The outcome will have implications for Briatore's role as a co-owner and director of the London club Queens Park Rangers, due to the governing Football League's "fit and proper persons" rule.

As well as the annulment of the ban, he is seeking 1 million euros in damages.

Briton Symonds' lawyer Dominique Dumas indicated that the 56-year-old was under pressure when he earlier accepted some responsibility for Nelson Piquet's Singapore 2008 crash.

"Symonds' responsibility shouldn't be taken for granted," Dumas is quoted as saying by the Associated Press.

11/24/09 Former Renault F1 managing director Flavio Briatore has revealed that he has ‘every confidence’ that the effective lifetime ban he received from the top flight for his role in the ‘Singapore-gate’ race-fixing scandal will be overturned by the French High Court today (Tuesday).

The Italian was barred indefinitely from all aspects of the sport – including driver management – by the FIA World Motor Sport Council (WMSC) two months ago, for being deemed guilty as charged of having instructed Nelsinho Piquet to deliberately crash out of the 2008 Singapore Grand Prix, thereby inducing a safety car period that enabled team-mate Fernando Alonso to triumph in F1’s inaugural night race from a disadvantaged grid position following an engine failure in qualifying.

However, Briatore was not present at the WMSC reunion to hear his fate, and he has accused the FIA and more specifically the governing body’s recently-departed president Max Mosley of presiding over something akin to a kangaroo court, claiming the decision to ban him had already been made even before the hearing.

He has also suggested that the Englishman – with whom he has rarely seen eye-to-eye, particularly at the height of the FIA/FOTA civil war during the summer – essentially took advantage of the opportunity to force him out in a form of personal revenge.

The 59-year-old has described his unprecedented penalty as a ‘legal absurdity’ and has berated the FIA for what he regards as a ‘deliberate breach of the rights of defense’, a ‘breach of the rules of natural justice’ and a ‘manifest excess and abuse of power’. His legal team contend that the WMSC’s procedures were against both the FIA International Sporting Code and French law.

Aside from the abolition of his ban, Briatore is also seeking up to €1 million in damages to his reputation, and an official publication of the Tribunal de Grande Instance’s ruling, even though he himself is not expected to attend the Paris appeal.

“I have every confidence that the French courts will resolve the matter justly and impartially," he asserted in a statement, published by the BBC.

Should Briatore’s punishment stand, he may find himself removed from the executive board of London club Queens Park Rangers (QPR) for being in violation of the Football League’s ‘fit and proper person test’, which stipulates that someone in such a prominent position must not be ‘subject to a ban from involvement in the administration of a sport by a sport’s governing body’.

Erstwhile Renault F1 executive director of engineering pat Symonds is similarly due to appeal his own five-year ban at the Tribunal de Grande Instance in the French capital.
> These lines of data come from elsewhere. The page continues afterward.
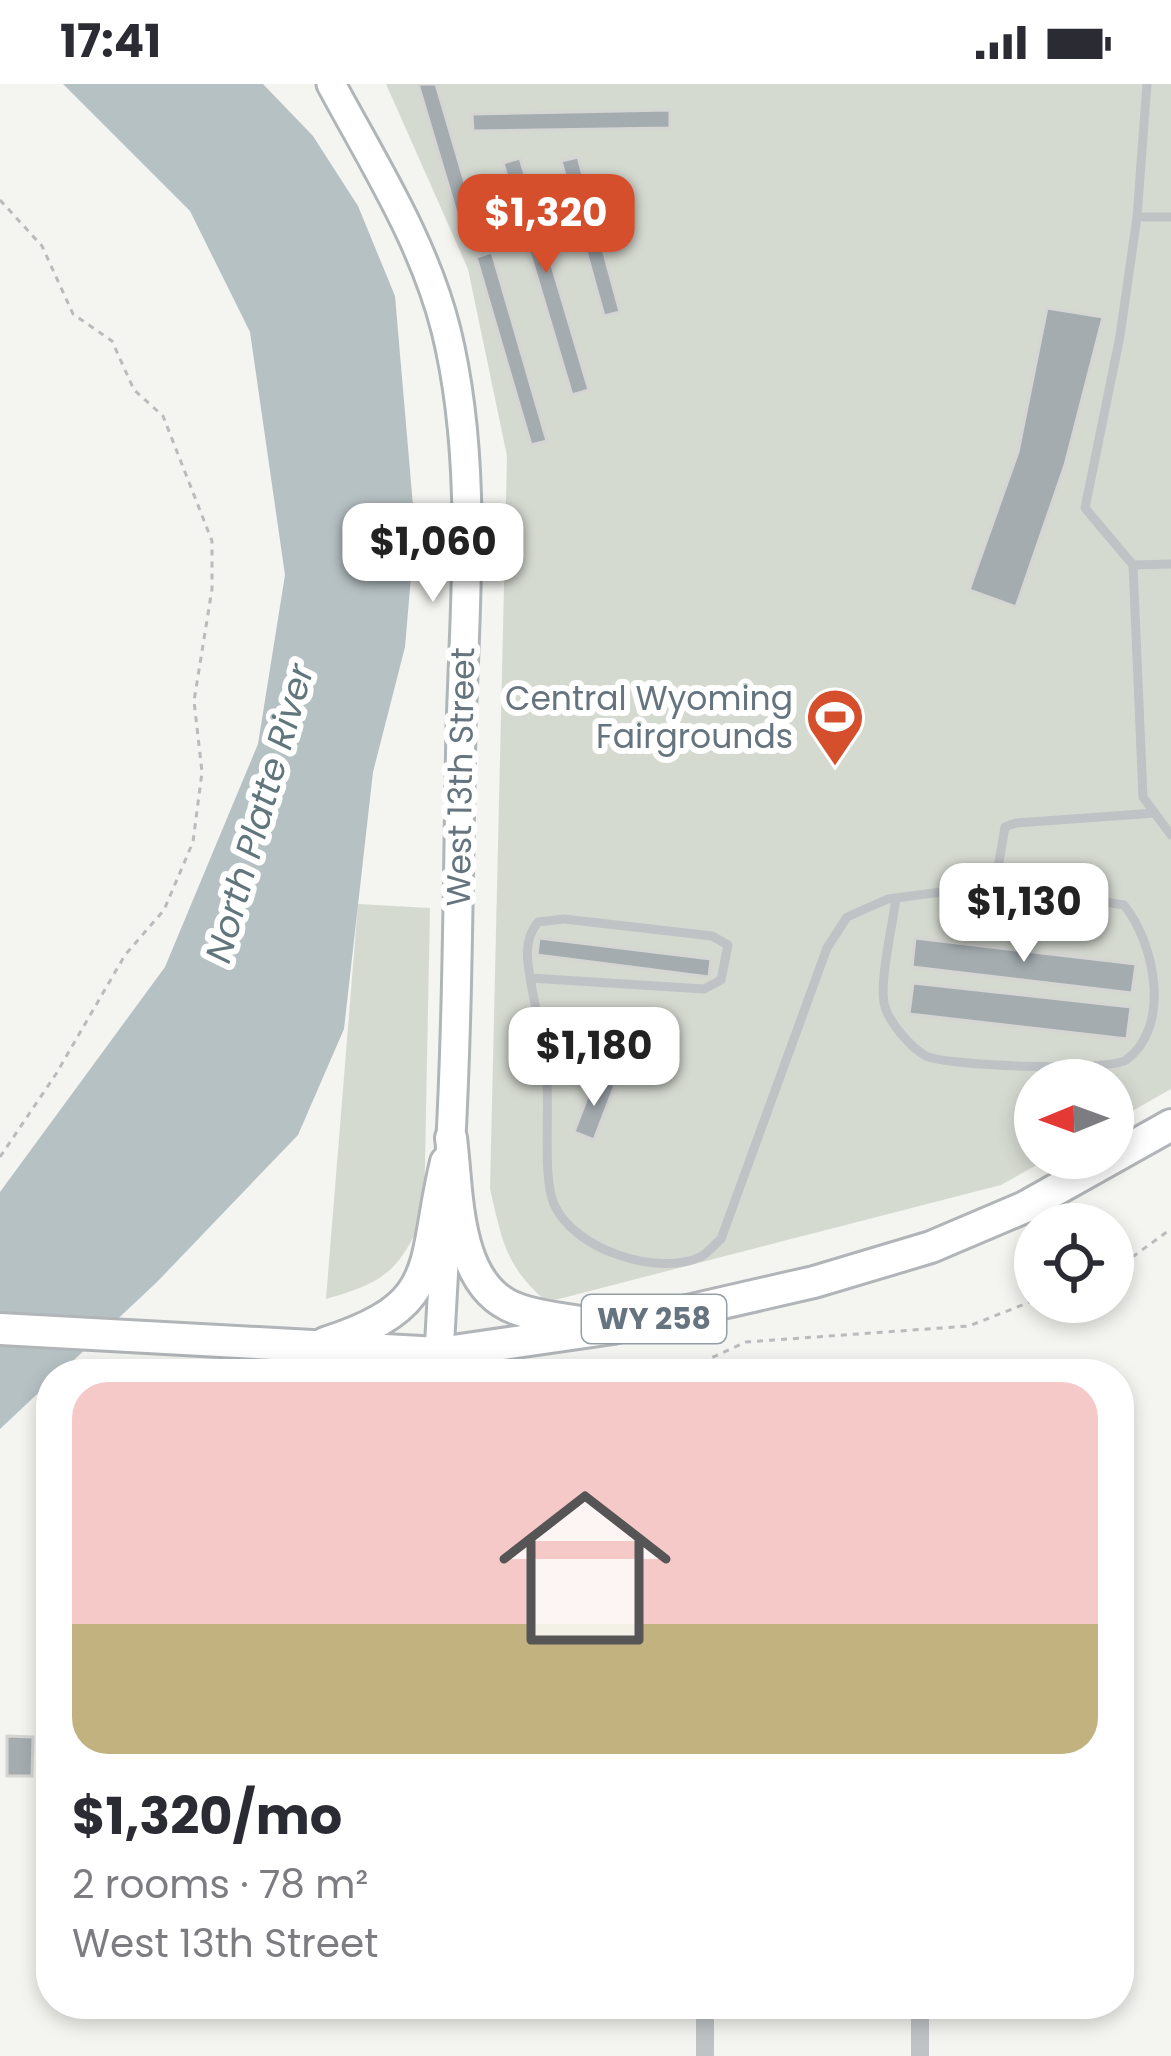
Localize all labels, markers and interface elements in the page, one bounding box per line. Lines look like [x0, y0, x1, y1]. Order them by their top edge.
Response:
text: 17:41 [60, 10, 161, 73]
pin: $1,320 [448, 174, 644, 276]
text: $1,320 [485, 185, 607, 240]
pin: $1,060 [335, 503, 531, 605]
text: $1,060 [369, 514, 497, 569]
street label: West 13th Street [435, 647, 486, 907]
water label: North Platte River [192, 656, 327, 969]
place label: Central Wyoming Fairgrounds [505, 675, 793, 760]
sports icon: Central Wyoming Fairgrounds [804, 686, 866, 768]
pin: $1,130 [926, 863, 1122, 965]
text: $1,130 [966, 874, 1082, 929]
pin: $1,180 [496, 1007, 692, 1109]
text: $1,180 [536, 1018, 652, 1073]
north arrow [1014, 1059, 1134, 1179]
map controls [1014, 1059, 1134, 1323]
button: locate [1014, 1203, 1134, 1323]
road number: WY 258 [582, 1295, 726, 1343]
icon: home [477, 1460, 693, 1676]
text: $1,320/mo [72, 1780, 342, 1852]
text: 2 rooms · 78 m² [72, 1857, 368, 1912]
text: West 13th Street [72, 1916, 378, 1971]

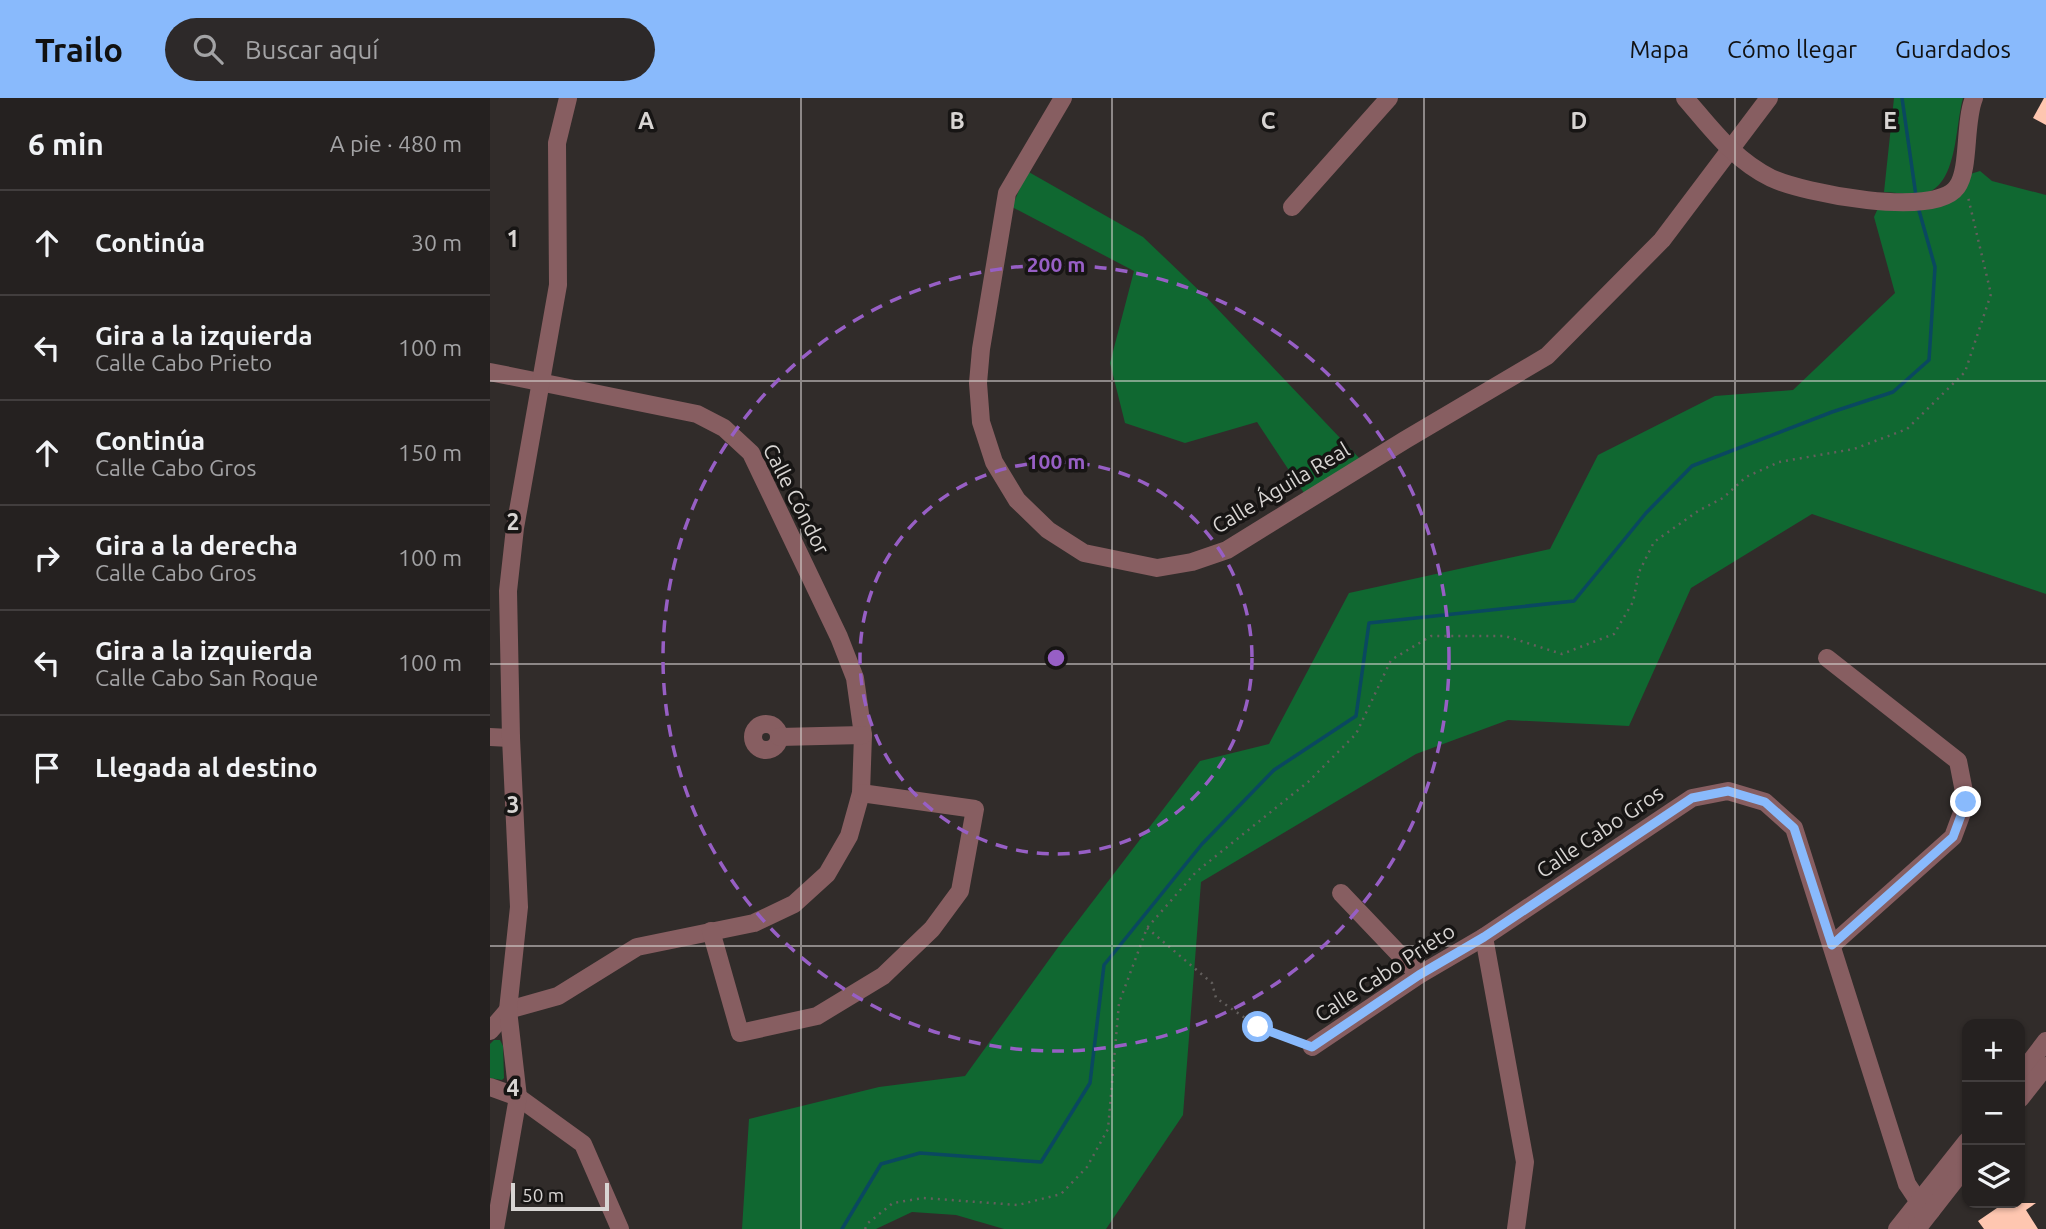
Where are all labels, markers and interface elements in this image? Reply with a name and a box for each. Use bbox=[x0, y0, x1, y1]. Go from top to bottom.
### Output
search box bbox=[165, 18, 655, 81]
icon: search bbox=[189, 30, 227, 68]
text: Trailo bbox=[35, 31, 123, 68]
text: Buscar aquí bbox=[245, 35, 379, 64]
text: Mapa bbox=[1629, 36, 1689, 63]
text: Cómo llegar bbox=[1727, 36, 1857, 63]
text: Guardados bbox=[1895, 36, 2011, 63]
text: A bbox=[638, 108, 654, 133]
text: B bbox=[949, 108, 965, 133]
text: C bbox=[1261, 108, 1276, 133]
text: D bbox=[1571, 108, 1587, 133]
text: E bbox=[1883, 108, 1897, 133]
text: 6 min bbox=[28, 127, 104, 161]
text: A pie · 480 m bbox=[330, 131, 462, 156]
icon: ahead bbox=[28, 224, 66, 262]
text: 1 bbox=[507, 226, 519, 251]
text: Continúa bbox=[95, 228, 205, 257]
text: 30 m bbox=[411, 230, 462, 255]
text: 200 m bbox=[1027, 252, 1085, 276]
text: Gira a la izquierda bbox=[95, 321, 313, 350]
icon: left bbox=[28, 329, 66, 367]
text: 100 m bbox=[398, 335, 462, 360]
text: Calle Cabo Prieto bbox=[95, 350, 272, 375]
text: Continúa bbox=[95, 426, 205, 455]
icon: ahead bbox=[28, 434, 66, 472]
street label: Calle Águila Real bbox=[1207, 437, 1354, 538]
street label: Calle Cóndor bbox=[759, 439, 835, 558]
text: 150 m bbox=[398, 440, 462, 465]
text: 100 m bbox=[1027, 449, 1085, 473]
text: Calle Cabo Gros bbox=[95, 455, 256, 480]
text: 2 bbox=[507, 509, 519, 534]
text: Gira a la derecha bbox=[95, 531, 298, 560]
icon: right bbox=[28, 539, 66, 577]
text: 100 m bbox=[398, 545, 462, 570]
text: Calle Cabo Gros bbox=[95, 560, 256, 585]
text: Gira a la izquierda bbox=[95, 636, 313, 665]
icon: left bbox=[28, 644, 66, 682]
centre of rings bbox=[1044, 646, 1068, 670]
text: 100 m bbox=[398, 650, 462, 675]
text: Calle Cabo San Roque bbox=[95, 665, 318, 690]
icon: arrive bbox=[28, 749, 66, 787]
text: Llegada al destino bbox=[95, 753, 318, 782]
street label: Calle Cabo Gros bbox=[1532, 780, 1667, 882]
route end bbox=[1950, 786, 1981, 817]
text: 3 bbox=[507, 792, 519, 817]
street label: Calle Cabo Prieto bbox=[1310, 918, 1459, 1026]
route start bbox=[1242, 1011, 1273, 1042]
map controls bbox=[1962, 1019, 2025, 1208]
button: + bbox=[1962, 1019, 2025, 1082]
text: 4 bbox=[507, 1075, 520, 1100]
button: − bbox=[1962, 1082, 2025, 1145]
button: layers bbox=[1962, 1145, 2025, 1208]
scale bar bbox=[511, 1180, 609, 1212]
text: 50 m bbox=[522, 1184, 564, 1206]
Yahoo! EuroSport UK

11/16/09 Disgraced former Renault F1 managing director Flavio Briatore has branded the FIA World Motor Sport Council (WMSC) hearing into the 'Singapore-gate' race-fixing scandal a 'sham hearing' whose outcome was pre-decided by 'secret negotiations'.

Briatore was found guilty in absentia of the charges against him – that he instructed then Renault driver Nelsinho Piquet to deliberately crash out of the 2008 Singapore Grand Prix in order to prompt a safety car period that enabled team-mate Fernando Alonso to triumph in the top flight's inaugural night race from a disadvantaged grid position – and as a penalty banned from the sport indefinitely, including from his role as a driver-manager.

The outspoken Italian plans to fight his punishment in a special High Court hearing in Paris next week – along with erstwhile Renault F1 executive director of engineering Pat Symonds, who for a similar crime received a five-year ban – and he has accused former FIA President Max Mosley of having sought to exact 'personal revenge' on him for the pair's well-documented differences [see separate story – click here], highlighted most obviously by the bitter FIA/FOTA civil war that threatened for much of the summer to tear the sport quite literally in two.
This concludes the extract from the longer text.